口座開設時に持っていく持ち物ですが、- NPO法人の登記簿謄本
- 銀行印に使用する印鑑
- 手続きを行う人及び法人代表者の身分証明書(運転免許証など)
- NPO法人の印鑑証明書
- NPO法人の定款
- 法人実印(代表印)
参考までに・・・
口座開設の際に金融機関の担当者に「面談」されることもある!
個人で銀行口座を開設するのとは大きく異なり、法人名義で口座を開設するときはいろいろと会社や法人のことを聞かれます。(このことを弊社では「面談」と呼んでいます)。
私自身、いろいろな銀行の支店で法人口座の開設に携わったことがありますが、都心部の大きな支店よりも、住宅地の中にあるような金融機関の支店の方が、聞いてくる度合いが高いような気がします。(大きな支店では忙しすぎてそんな時間がないのでしょうか?)
この面談で担当者に質問されることは以下のようなことです。(金融機関によって多少差はあります)
- 法人代表者(理事長など)の氏名・住所・生年月日・経歴など基本事項及び、過去に不渡・ローン・クレジットの延滞等がないか?

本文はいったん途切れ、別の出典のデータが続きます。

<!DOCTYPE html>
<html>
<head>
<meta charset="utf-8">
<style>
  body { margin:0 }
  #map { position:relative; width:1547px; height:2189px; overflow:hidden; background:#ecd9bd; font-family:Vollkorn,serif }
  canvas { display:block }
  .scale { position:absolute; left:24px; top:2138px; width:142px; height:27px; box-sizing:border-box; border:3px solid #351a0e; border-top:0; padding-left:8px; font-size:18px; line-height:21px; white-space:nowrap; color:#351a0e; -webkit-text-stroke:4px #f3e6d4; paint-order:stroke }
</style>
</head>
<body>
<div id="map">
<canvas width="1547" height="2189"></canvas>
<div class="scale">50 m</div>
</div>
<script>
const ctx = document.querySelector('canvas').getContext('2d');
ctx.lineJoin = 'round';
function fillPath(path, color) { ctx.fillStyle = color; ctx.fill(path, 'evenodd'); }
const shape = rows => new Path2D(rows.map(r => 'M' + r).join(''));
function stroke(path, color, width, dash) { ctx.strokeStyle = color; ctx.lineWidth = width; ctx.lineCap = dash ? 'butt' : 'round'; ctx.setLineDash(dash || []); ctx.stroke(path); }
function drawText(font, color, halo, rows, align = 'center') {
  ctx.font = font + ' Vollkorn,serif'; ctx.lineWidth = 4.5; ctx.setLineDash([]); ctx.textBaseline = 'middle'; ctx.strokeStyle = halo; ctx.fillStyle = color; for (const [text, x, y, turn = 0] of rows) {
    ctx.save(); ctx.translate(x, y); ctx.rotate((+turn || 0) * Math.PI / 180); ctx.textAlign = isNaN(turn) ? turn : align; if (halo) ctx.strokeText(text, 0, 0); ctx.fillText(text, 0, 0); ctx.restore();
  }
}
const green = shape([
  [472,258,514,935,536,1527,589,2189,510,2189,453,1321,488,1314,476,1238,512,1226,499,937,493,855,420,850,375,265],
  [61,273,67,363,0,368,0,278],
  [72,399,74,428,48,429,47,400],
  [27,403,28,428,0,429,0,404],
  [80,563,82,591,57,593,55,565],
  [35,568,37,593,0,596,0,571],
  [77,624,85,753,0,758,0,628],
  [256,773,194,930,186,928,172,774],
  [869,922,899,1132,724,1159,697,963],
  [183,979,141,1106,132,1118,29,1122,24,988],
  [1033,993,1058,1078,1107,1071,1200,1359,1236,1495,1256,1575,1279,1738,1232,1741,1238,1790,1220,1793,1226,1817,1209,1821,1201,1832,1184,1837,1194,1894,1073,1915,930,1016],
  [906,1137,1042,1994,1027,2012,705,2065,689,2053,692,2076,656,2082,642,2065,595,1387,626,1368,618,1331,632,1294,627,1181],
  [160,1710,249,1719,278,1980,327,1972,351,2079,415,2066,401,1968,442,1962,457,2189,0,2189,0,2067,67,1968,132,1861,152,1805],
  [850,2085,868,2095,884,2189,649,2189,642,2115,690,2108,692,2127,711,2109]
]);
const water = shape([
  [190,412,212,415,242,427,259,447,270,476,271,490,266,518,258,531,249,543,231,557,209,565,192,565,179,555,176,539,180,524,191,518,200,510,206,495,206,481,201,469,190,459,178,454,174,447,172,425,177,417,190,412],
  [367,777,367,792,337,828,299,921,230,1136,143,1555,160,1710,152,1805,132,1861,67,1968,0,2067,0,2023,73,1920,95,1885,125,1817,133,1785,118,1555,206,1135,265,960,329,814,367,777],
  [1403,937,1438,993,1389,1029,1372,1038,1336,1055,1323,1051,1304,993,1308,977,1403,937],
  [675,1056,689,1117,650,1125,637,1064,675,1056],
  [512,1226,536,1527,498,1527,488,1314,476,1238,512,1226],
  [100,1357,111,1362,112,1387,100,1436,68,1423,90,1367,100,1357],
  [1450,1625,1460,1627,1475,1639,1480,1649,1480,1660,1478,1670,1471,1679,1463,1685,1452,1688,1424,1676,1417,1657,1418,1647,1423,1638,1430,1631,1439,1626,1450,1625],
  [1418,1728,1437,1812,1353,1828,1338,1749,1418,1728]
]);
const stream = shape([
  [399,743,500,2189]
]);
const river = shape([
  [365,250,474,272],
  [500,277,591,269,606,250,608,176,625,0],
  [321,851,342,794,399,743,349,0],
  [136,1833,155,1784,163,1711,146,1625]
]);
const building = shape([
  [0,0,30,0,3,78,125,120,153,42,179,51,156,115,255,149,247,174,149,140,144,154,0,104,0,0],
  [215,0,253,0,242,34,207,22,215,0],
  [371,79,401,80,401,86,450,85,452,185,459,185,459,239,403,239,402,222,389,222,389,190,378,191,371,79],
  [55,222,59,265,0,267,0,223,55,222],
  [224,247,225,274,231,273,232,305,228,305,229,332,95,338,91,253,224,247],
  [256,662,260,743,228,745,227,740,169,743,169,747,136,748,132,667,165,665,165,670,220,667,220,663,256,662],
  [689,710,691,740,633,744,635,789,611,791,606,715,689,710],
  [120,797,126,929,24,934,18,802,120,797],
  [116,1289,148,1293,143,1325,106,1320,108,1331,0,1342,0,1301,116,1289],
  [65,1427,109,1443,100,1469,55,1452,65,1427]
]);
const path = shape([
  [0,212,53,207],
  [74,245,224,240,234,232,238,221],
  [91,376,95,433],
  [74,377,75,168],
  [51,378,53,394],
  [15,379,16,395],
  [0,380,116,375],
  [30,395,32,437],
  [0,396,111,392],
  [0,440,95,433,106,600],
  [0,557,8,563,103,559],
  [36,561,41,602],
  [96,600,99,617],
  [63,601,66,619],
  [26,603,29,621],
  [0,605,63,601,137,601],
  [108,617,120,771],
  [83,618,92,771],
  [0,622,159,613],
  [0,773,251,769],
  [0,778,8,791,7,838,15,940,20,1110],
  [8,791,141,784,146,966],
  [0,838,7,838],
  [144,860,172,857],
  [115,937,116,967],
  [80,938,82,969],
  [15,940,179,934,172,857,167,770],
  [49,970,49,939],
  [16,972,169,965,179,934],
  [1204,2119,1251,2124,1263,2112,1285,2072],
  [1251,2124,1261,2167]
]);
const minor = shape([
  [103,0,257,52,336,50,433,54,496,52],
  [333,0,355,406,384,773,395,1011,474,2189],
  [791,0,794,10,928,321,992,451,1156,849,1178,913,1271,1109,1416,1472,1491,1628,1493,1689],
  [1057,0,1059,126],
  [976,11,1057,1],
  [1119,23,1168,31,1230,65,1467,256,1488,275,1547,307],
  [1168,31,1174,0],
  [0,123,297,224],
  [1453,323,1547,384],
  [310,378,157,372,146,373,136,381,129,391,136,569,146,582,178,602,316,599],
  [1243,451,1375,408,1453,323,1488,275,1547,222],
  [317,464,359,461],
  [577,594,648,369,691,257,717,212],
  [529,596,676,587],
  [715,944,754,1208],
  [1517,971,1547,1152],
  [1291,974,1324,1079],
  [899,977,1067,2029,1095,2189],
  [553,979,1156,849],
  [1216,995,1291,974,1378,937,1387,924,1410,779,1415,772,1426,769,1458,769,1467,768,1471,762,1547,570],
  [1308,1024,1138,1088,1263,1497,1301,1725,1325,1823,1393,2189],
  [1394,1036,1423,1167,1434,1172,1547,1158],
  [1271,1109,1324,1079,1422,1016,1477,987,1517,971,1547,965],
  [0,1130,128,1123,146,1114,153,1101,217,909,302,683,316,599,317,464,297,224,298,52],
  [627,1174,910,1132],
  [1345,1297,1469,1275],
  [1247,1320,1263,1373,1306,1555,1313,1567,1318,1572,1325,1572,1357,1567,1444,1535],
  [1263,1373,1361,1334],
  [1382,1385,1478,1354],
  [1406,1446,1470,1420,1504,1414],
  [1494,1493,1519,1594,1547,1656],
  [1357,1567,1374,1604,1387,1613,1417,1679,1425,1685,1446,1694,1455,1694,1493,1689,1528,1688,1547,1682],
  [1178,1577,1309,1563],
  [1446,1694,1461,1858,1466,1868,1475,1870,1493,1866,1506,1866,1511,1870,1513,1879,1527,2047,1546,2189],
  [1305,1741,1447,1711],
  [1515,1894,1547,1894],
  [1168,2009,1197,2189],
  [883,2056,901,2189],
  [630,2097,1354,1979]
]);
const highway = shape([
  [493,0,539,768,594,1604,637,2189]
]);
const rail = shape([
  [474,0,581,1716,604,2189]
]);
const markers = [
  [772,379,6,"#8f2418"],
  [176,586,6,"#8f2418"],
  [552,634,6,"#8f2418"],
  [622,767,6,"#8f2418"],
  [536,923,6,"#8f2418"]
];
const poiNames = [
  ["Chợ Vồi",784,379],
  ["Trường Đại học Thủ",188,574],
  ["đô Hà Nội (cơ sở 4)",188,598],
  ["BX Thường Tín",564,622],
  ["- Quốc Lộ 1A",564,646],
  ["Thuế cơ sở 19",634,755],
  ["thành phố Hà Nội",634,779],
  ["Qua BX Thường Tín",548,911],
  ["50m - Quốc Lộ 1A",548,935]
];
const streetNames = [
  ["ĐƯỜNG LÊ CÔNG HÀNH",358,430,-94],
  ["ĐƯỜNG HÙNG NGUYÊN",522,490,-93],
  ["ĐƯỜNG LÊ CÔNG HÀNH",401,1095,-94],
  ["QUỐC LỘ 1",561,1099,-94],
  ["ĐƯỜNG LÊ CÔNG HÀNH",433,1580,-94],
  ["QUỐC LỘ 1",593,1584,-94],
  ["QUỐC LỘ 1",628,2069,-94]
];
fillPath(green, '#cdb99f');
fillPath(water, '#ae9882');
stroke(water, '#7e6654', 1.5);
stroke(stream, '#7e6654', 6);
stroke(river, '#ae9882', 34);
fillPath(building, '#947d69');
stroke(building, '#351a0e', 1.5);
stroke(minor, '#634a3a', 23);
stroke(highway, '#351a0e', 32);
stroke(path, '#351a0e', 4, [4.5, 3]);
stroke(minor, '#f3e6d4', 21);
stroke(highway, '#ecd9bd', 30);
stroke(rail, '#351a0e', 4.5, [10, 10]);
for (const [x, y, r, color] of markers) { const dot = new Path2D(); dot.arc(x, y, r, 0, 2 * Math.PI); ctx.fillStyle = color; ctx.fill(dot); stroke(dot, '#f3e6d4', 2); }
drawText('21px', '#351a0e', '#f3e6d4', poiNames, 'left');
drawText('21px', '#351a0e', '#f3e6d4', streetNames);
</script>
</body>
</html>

- NPO法人の設立地、資産の額、設立目的や事業内容など
- なぜこの支店に口座を開設したいのか?
- どの程度この金融機関と取引をしてくれるのか?
(公共料金の引き落とし、給料の支払い、定期預金、インターネットサービスなどどれぐらいこの金融機関を利用してくれるのか?)
- この人は信用をおける人か?
- なぜこの金融機関を選んだのか?
- 何をするNPO法人?
- どの程度付き合ってくれるの?
中には「よほど会社の口座を作られるのがイヤなんだな」と思ってしまうぐらい担当者が渋い顔をするところもあります。そういうときは他の金融機関又は同じ金融機関でも他の支店で開設しましょう。